Ces quelques lignes ne rendent absolument pas compte de la tonalité de ce beau film qui se fiche éperdument d’un scénario bête comme chou et qui préfère vagabonder sur les traces de ses personnages que le cinéaste utilise comme des instruments de musique. Ce sont eux qui créent le mouvement du film et lui impulsent son élan vital, sa propre forme. Rares sont les films qui donnent cette impression de s’inventer à mesure qu’ils progressent. Une femme coréenne est de ceux-là et finit, par un subtil jeu sur le contrepoint, par trouver son propre ordonnancement, par donner l’impression d’un jeu de miroir où les scènes chaotiques du début trouvent leurs contrechamps à la fin. Un exemple pour être plus clair (ce n’est pas sûr !) : alors qu’il est au lit avec sa mystérieuse photographe, l’avocat est dérangé par de violents coups à la porte (certainement un amant de la belle). Il propose d’aller s’expliquer avec l’inopportun en allant lui ouvrir. Cut. Sur la fin, notre homme qui a vécu de dures épreuves que je ne révèlerai en aucun cas, se retrouve devant la porte de la photographe à tambouriner pour qu’elle lui ouvre. Le point de vue a basculé et c’est un amant en slip qui vient lui ouvrir pour s’expliquer sur sa conduite.

Ce jeu de miroir s’applique à beaucoup d’éléments du film qui joue beaucoup sur les oppositions (mort/ naissance ; la routine du couple et le frisson de l’adultère…) mais n’est jamais systématique ni artificiel car le cinéaste est toujours avec ses personnages et ne cherche pas à surdéterminer leur trajectoire. D’où cette manière qu’ils ont d’évoluer dans le temps, d’offrir à nos yeux une nouvelle facette à mesure qu’Im Sang-Soo leur offre une scène.

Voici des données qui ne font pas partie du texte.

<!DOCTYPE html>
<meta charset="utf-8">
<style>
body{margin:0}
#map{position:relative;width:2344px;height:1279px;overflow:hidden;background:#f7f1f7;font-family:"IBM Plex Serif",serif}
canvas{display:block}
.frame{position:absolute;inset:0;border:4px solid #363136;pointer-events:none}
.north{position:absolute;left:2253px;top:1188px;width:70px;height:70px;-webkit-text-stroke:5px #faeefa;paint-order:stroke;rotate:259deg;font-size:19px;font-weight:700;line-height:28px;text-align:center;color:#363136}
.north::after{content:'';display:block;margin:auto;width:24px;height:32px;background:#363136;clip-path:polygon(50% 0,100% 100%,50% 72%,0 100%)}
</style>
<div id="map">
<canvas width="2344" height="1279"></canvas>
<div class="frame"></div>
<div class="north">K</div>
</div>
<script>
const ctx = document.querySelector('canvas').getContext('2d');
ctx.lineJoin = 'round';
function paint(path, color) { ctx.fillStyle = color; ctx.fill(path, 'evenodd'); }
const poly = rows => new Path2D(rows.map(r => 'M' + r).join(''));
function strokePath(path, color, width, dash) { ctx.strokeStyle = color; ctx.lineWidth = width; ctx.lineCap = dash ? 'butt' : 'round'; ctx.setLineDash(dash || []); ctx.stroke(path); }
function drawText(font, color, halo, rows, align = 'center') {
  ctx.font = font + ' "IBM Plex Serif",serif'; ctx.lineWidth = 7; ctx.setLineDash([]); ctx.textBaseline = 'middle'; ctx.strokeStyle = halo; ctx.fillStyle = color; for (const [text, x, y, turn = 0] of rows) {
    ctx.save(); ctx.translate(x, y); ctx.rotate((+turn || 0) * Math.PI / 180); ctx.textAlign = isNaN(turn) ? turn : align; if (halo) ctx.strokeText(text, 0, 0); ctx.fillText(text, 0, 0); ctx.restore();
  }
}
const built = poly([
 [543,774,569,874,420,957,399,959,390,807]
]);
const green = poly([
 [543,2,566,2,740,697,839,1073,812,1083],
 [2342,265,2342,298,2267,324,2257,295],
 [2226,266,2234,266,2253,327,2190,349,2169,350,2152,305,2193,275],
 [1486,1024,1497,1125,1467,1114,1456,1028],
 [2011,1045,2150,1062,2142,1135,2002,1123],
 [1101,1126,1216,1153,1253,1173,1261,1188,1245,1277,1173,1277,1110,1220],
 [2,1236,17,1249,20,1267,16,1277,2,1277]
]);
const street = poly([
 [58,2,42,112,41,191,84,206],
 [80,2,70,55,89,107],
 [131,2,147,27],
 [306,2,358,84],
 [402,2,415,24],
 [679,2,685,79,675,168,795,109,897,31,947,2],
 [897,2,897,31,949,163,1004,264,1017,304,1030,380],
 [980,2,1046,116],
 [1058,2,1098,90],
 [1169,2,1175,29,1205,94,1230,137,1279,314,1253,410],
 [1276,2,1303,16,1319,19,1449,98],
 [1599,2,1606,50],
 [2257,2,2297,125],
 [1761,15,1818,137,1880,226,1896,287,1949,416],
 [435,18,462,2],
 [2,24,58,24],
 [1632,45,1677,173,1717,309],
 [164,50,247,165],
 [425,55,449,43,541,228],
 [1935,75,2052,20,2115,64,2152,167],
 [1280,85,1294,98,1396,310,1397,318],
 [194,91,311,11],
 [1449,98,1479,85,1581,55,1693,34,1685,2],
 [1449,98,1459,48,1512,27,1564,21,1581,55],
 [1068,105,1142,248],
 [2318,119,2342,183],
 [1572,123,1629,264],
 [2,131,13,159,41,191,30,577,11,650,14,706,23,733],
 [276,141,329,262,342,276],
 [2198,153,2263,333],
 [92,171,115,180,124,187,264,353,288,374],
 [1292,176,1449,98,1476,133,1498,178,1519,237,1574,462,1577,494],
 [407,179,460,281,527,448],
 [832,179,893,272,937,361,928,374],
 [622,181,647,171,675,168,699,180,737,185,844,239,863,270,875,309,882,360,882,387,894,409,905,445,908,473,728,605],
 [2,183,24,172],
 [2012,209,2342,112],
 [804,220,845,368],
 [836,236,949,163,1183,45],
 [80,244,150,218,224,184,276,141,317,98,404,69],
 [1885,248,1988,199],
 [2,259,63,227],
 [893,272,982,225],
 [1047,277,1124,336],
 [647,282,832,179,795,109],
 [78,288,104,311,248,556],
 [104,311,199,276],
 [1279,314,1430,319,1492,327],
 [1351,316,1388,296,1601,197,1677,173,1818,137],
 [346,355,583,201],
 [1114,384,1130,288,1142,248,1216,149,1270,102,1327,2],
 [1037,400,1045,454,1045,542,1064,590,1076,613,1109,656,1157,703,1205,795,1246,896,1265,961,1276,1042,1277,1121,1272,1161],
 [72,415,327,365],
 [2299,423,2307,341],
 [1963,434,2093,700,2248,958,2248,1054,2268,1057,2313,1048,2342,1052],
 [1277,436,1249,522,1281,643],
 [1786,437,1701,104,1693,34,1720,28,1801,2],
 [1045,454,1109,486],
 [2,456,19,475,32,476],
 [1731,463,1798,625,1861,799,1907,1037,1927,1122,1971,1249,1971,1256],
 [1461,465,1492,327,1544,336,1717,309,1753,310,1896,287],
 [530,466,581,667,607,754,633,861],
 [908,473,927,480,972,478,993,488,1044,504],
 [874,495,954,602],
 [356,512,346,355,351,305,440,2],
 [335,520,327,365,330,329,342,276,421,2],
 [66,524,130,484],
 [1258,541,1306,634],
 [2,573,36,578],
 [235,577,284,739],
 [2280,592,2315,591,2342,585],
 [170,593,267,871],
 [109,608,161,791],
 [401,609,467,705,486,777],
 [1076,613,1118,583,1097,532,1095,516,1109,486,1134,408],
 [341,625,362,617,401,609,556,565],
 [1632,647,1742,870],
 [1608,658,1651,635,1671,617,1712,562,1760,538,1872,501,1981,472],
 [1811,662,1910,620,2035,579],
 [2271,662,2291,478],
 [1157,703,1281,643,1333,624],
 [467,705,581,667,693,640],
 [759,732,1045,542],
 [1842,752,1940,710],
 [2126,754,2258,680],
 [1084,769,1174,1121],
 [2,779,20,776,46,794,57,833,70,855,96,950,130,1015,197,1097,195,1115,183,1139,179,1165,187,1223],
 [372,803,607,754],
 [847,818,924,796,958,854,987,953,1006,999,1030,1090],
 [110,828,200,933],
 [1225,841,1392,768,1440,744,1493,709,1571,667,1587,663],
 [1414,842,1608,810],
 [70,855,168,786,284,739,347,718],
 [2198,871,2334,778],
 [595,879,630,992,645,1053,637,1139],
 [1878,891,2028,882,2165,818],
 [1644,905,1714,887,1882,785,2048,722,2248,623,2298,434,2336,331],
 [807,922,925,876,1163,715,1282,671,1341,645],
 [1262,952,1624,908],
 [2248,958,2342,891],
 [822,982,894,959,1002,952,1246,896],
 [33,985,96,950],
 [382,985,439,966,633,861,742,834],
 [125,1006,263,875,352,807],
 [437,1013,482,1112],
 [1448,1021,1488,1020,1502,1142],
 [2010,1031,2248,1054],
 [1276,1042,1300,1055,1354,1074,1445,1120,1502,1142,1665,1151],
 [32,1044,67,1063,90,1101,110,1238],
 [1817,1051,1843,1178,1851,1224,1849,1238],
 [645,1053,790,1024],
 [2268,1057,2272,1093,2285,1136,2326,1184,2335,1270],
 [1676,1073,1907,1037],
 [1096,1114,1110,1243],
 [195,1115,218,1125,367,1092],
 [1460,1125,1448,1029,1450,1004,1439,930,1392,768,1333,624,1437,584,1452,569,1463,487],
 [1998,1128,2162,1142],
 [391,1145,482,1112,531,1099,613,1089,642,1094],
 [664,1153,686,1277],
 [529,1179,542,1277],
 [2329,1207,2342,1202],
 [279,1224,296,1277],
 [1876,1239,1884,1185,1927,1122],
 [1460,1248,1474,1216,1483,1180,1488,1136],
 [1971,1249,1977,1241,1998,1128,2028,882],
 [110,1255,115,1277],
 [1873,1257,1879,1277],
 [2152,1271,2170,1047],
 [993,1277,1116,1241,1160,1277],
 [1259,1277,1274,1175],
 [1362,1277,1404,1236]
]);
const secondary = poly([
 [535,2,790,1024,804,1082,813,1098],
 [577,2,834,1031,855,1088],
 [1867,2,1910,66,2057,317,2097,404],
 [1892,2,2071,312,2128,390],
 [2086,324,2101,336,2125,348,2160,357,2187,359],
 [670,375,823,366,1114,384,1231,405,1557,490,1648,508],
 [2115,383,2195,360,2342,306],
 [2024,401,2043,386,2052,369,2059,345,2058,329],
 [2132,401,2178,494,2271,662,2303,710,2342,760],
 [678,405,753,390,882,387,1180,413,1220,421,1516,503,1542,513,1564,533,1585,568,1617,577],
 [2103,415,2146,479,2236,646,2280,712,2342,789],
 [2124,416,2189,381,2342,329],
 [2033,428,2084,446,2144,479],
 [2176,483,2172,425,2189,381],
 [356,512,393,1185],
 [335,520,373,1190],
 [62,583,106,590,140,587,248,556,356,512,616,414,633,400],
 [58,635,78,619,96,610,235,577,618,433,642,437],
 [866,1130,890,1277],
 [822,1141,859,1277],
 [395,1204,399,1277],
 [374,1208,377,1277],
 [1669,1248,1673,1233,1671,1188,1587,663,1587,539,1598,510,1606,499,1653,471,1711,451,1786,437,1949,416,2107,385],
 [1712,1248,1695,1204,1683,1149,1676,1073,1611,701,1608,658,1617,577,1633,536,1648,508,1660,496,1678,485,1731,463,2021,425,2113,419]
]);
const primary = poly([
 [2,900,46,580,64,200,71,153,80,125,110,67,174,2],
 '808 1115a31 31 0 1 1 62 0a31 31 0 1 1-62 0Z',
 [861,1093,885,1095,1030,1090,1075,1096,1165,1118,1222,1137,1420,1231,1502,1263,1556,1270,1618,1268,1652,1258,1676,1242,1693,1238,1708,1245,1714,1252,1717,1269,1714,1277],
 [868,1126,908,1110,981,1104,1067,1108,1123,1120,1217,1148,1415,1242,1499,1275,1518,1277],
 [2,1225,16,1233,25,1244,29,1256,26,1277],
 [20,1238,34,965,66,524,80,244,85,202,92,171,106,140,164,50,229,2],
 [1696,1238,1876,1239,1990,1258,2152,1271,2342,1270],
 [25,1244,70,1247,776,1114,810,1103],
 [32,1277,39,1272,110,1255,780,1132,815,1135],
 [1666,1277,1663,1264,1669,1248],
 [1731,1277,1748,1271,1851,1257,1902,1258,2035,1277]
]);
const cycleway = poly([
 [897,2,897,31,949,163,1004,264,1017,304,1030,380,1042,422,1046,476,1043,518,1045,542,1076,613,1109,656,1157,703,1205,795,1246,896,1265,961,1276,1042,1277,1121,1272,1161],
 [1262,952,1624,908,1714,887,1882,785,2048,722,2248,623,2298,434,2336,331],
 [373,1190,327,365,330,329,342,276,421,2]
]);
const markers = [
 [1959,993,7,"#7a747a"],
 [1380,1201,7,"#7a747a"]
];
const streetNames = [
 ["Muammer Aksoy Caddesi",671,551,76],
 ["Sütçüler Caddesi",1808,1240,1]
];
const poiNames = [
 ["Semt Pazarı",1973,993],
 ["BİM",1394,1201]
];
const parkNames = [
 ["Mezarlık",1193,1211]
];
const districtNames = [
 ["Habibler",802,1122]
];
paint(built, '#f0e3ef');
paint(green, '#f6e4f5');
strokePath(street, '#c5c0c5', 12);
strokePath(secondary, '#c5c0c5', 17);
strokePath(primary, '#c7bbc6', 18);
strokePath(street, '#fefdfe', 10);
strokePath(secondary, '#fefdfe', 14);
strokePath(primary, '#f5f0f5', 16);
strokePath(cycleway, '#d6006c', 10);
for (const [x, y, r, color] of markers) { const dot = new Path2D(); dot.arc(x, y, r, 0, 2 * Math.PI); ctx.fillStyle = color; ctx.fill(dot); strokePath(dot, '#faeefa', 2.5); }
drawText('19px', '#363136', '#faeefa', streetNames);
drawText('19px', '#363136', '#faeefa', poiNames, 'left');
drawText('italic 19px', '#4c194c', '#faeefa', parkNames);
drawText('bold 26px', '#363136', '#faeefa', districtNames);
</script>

Sa plus grande réussite, c’est de se situer toujours à la bonne distance de ses personnages. Eloigné lorsque survient un événement tragique ou violent (l’adolescent brisant une glace en lui donnant un coup de poing et s’explosant la main par la même occasion, scène montrée dans la profondeur de champ) et suffisamment proche pour explorer les arcanes du désir et du plaisir.

 

 

Car une femme coréenne parle aussi (de manière assez crue mais jamais vulgaire ni racoleuse) de sexe et de plaisir. Une fois de plus, les asiatiques prouvent leur suprématie lorsqu’il s’agit d’aborder ce sujet et le film traite, par petites touches, de mille choses dont la portée reste universelle (l’essoufflement du désir dans le couple, le plaisir féminin, le rapport problématique au corps –une femme peut-elle perdre son point G avec le temps ?-, l’amour passé un certain âge – avec ce personnage somme toute assez secondaire de la belle-mère, Im Sang-Soo se montre incommensurablement plus audacieux que les frères Larrieu et leur dernière petite crotte bourgeoise !…). C’est toujours très bien vu et les scènes d’amour sont admirablement filmées (je parlais d’instruments de musique : les corps en sont partie intégrante et Im Sang-Soo sait les mettre en scène. Cf. La scène magnifique où l’héroïne entame nue une partie de danse dans son appartement plongé dans l’obscurité).

 

 

Voilà donc un film riche et surtout un film complètement libre, dont les émotions fluctuent au gré du temps si bien qu’on ne sait plus trop s’il faut parler d’un drame guilleret ou d’une comédie tragique.